My husband and I went on a baby moon a couple weeks ago and we played this fun game on the beach where we went back and forth saying things we hope she’ll get from the other. My husband is really good at math and reading—he’s got both sides of the brain, which is pretty amazing—and he has such curiosity about trying new things. I hope she gets that. I think at one point he said I hope she has blonde hair.


Rinse, relinquish, repeat
I’m excited to see the world through another person’s eyes and perspective, even when she’s only a couple months old and we’re walking around New York and I don’t even know what she’s thinking yet. Or when she’s older and we’re in the Central Park Zoo and she’s pointing things out like the sea lions.

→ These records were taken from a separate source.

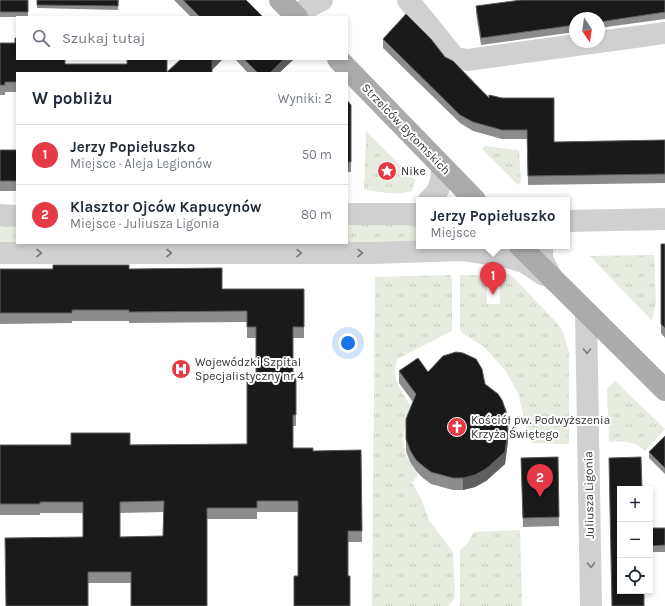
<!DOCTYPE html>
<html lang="pl">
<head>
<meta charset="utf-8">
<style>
	:root { --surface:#fff; --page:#f2f2f3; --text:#1f2937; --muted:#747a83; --line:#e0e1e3; --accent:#e63946 }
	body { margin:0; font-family:Karla,sans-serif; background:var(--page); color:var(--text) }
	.controls { position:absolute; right:12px; bottom:12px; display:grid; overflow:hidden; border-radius:0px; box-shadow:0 2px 6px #0003 }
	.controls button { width:36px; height:36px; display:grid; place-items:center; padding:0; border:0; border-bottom:1px solid var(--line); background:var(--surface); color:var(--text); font:20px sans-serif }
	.compass { position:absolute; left:569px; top:12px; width:36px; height:36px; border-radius:50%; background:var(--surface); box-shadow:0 2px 6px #0003; rotate:167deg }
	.you { position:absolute; left:348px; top:343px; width:14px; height:14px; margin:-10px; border:3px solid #fff; border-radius:50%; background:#1a73e8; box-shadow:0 0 0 6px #1a73e833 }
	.badge { display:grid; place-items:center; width:26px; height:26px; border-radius:50%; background:var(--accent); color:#fff; font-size:13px; font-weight:700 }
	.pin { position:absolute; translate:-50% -33px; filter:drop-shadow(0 1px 2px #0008) }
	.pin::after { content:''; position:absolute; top:21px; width:14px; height:12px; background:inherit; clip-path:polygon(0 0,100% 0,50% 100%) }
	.popup { position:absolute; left:416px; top:197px; width:154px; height:52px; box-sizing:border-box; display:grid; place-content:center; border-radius:0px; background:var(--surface); filter:drop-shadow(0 1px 3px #0005); font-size:13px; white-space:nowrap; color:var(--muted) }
	.popup b { font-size:15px; color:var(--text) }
	.popup::after { content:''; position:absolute; left:50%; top:100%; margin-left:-8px; border:8px solid transparent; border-top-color:var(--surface) }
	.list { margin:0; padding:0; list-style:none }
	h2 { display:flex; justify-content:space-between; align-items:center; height:52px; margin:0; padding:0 16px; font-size:17px }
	h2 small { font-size:13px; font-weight:400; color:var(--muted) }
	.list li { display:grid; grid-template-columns:26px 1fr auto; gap:12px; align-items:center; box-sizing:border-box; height:60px; padding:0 16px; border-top:1px solid var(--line) }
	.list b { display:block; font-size:15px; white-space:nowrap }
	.list p { margin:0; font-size:13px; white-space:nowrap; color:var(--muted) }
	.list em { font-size:13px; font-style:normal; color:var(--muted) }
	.icon { flex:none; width:22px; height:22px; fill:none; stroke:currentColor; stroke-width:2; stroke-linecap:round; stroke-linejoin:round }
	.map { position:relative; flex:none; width:665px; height:606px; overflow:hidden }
	.search { position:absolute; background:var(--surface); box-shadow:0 2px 6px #0003; left:16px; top:16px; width:332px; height:44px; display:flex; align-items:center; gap:10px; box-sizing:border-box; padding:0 14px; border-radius:0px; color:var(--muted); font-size:15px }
	.panel { position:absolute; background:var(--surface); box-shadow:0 2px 6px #0003; left:16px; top:72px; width:332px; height:172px; border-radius:0px }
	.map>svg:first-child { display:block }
	.grass { fill:url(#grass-tufts) }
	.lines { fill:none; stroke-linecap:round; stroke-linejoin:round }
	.minor { stroke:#d0d0d0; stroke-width:22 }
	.major { stroke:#ababab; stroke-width:22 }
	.wall { fill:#8c8c8c; fill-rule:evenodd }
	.shaded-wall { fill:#5f5f5f }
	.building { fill:#1a1a1a; stroke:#5f5f5f; fill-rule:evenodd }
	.oneway { stroke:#7a7a7a }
	.labels { text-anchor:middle; stroke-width:4; stroke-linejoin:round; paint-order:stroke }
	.street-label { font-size:12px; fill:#333; stroke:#fff }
	.poi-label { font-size:12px; fill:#333; stroke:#fff; text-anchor:start }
</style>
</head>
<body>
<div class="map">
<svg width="665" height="606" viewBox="0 0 665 606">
	<defs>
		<pattern id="grass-tufts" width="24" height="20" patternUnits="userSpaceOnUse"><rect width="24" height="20" fill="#e6ecdf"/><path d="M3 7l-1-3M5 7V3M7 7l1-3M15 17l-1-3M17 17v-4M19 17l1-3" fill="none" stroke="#c6cbc0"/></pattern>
	</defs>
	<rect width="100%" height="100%" fill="#fff"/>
	<!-- grass -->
	<path class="grass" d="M366 131 415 180 412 191C396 196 380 192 364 189Z
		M485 146 519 150 521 182 518 185 482 149Z
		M0 225H17V243L0 244Z
		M347 225H419V244L347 243Z
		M654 255 656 302 652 321 590 256Z
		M500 274H510L556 322 562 330 569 352V444L532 443 529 438 518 393 505 370 483 346 465 335 460 330V275H487V304H500Z
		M450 275 452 280V331L397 359C391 381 402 391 413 410 398 434 401 453 418 475L412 483 421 498 429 520 453 552 455 598 448 606H372L375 277Z
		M615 381 665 429 645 451C635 441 622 441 609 442L607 389Z
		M520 530 522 606H460V550L467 544 474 532Z"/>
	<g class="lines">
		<!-- minor -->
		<path class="minor" d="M408 0 455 58 468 60 598 42
			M297 17 307 8 322 0
			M599 42 665 33
			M429 200C441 191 443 179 441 166
			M347 214H419
			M0 215 17 216
			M567 221 665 219
			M542 246V259L553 280
			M0 253H372L462 250 504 256 524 262 544 275
			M586 312 591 606"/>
		<!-- major -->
		<path class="major" d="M280 0 297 17
			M338 59 475 200
			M520 246 665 390"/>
	</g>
	<!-- wall -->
	<path class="wall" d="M0 0H28V17H0Z
		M37 0H119L118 10 37 8Z
		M174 0H246L263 17H191Z
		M665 0V19L599 28V18H575V32L481 45 476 13V6Z
		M383 39 445 57 489 97 554 142 665 140V183L528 185 527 139H502L473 131 460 123 383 48Z
		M0 43 65 64 167 72 212 70V73H17V92H5V95H0Z
		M235 59H294L279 73H248Z
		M351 105V172H348V182L347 183Z
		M0 150H17V191H0Z
		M661 244H665V338L661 333Z
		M0 269H129L222 289H304V338H293V379L296 378V426H293V448L313 451 361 450 362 542H348L298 576V512H257V519H207L131 583H88L83 537V513H40V515H0V445L247 444 256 377V338H247V322L129 323V321H72V323L0 324ZM164 512 163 536 120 537V513Z
		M399 371 428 372 485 384 508 441 505 464 486 481 475 487 463 490H453L431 484 423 478 416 471 410 462 406 451V419L413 402 399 383Z
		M665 436V474L649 458V452Z
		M558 457 559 526 523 527 521 458Z
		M650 528H665V552H650Z"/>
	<!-- shaded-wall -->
	<path class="shaded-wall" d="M214 59H223L212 70V61Z
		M284 59H294L279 73H270Z
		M348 172V182L347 183V173Z
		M508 430V441L505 464 486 481 475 487 463 490V478Z"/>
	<!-- building -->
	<path class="building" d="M0 0H28V12H0Z
		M37 0H118V6L37 5Z
		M183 0H246L263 17H200Z
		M521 0H665V12L599 22V18H575V25L481 38 476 6Z
		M406 14 431 39 445 57 453 61 489 98V95L502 98H554V142L665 140V174L528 176 527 130H502L473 122 460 115 383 39Z
		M15 38H17V59H65V64H127V59H167V72L181 59H214L212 61V73H17V82H5V85H0V43H15Z
		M244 59H284L270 73H258Z
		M347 100 351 105V162H348V172L347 173Z
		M0 150H17V181H0Z
		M661 244H665V328L661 324Z
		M53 265H129V269L222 268V289H304V327H293V379L296 378V415H293V448H313V451L361 450 362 531H348V576H350V606H294V576H298V501H257V508H207V606H131V572H88V606H6L5 538 83 537V502H40V504H0V445H71V433H130V445L247 444V377H256V327H247V311L129 312V310H72V313H0V269H53ZM164 501 163 536 120 537V502Z
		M456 352 463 353 476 359 482 369 485 384 498 394 502 400 506 411 508 430 505 452 486 469 475 475 463 478H453L431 472 423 466 416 460 410 450 406 439V419L416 394 399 371 418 358 428 372 443 356Z
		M665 436V468L649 452Z
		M558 457 559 517 523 518 521 458Z
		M641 457 642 489H620V591H644V606H612L609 458Z
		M650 528H665V545L650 546Z"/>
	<!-- one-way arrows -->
	<defs><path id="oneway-chevron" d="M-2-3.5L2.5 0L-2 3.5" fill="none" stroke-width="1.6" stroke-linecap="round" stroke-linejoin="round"/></defs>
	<g class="oneway">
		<use href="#oneway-chevron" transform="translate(39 253)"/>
		<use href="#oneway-chevron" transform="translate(169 253)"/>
		<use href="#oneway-chevron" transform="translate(299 253)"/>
		<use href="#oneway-chevron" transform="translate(360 253)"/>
		<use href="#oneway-chevron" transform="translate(587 351) rotate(89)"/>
		<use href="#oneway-chevron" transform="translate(591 565) rotate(89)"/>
	</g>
	<!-- icons -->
	<defs>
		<g id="sight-disc" transform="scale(1)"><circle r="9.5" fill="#e63946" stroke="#fff"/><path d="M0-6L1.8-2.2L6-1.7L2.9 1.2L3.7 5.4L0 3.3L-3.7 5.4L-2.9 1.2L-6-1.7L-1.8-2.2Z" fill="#fff"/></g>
		<g id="hospital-disc" transform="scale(1)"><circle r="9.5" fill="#e63946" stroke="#fff"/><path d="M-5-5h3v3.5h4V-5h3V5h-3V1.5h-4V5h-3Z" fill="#fff"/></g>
		<g id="church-disc" transform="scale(1)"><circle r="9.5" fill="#e63946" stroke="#fff"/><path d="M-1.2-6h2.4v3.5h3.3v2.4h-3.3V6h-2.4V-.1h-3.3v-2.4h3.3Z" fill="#fff"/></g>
	</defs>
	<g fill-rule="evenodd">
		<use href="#sight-disc" x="387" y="171"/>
		<use href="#hospital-disc" x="181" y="369"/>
		<use href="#church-disc" x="457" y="427"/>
	</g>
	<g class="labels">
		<!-- street labels -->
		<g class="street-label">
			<text transform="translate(406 129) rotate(46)" y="4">Strzelców Bytomskich</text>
			<text transform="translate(589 495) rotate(-91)" y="4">Juliusza Ligonia</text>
		</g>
		<!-- poi labels -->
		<g class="poi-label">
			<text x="401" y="175">Nike</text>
			<text x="195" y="366">Wojewódzki Szpital<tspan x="195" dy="14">Specjalistyczny nr 4</tspan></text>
			<text x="471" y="424">Kościół pw. Podwyższenia<tspan x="471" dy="14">Krzyża Świętego</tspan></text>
		</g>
	</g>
</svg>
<div class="controls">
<button>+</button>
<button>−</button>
<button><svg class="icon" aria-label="locate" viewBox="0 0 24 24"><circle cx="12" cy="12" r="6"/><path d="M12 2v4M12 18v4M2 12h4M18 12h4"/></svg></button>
</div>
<svg class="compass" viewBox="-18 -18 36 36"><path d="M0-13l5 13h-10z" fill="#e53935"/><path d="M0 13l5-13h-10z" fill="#747a83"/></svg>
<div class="you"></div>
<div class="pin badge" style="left:493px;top:295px">1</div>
<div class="popup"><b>Jerzy Popiełuszko</b>Miejsce</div>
<div class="pin badge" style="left:540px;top:497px">2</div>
<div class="search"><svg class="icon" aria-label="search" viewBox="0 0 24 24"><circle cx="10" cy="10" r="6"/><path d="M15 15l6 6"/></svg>Szukaj tutaj</div>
<section class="panel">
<h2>W pobliżu<small>Wyniki: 2</small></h2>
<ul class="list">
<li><span class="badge">1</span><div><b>Jerzy Popiełuszko</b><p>Miejsce · Aleja Legionów</p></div><em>50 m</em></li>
<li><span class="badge">2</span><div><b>Klasztor Ojców Kapucynów</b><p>Miejsce · Juliusza Ligonia</p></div><em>80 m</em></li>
</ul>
</section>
</div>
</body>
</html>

I love world building and creating strange environments—I love having dinner parties. I even think of outfits as a sort of mini universe. This might sound weird, but I’m excited to push myself to let go of that a bit. You know, you can’t control everything, so figuring out what are the things that you make time for or create space for.
I’m excited to share my clothes with her if she’s into it, but maybe she won’t be, and that’s fine. Maybe she’ll make fun of me and ask me, “Mom, why are you wearing these embarrassing outfits?”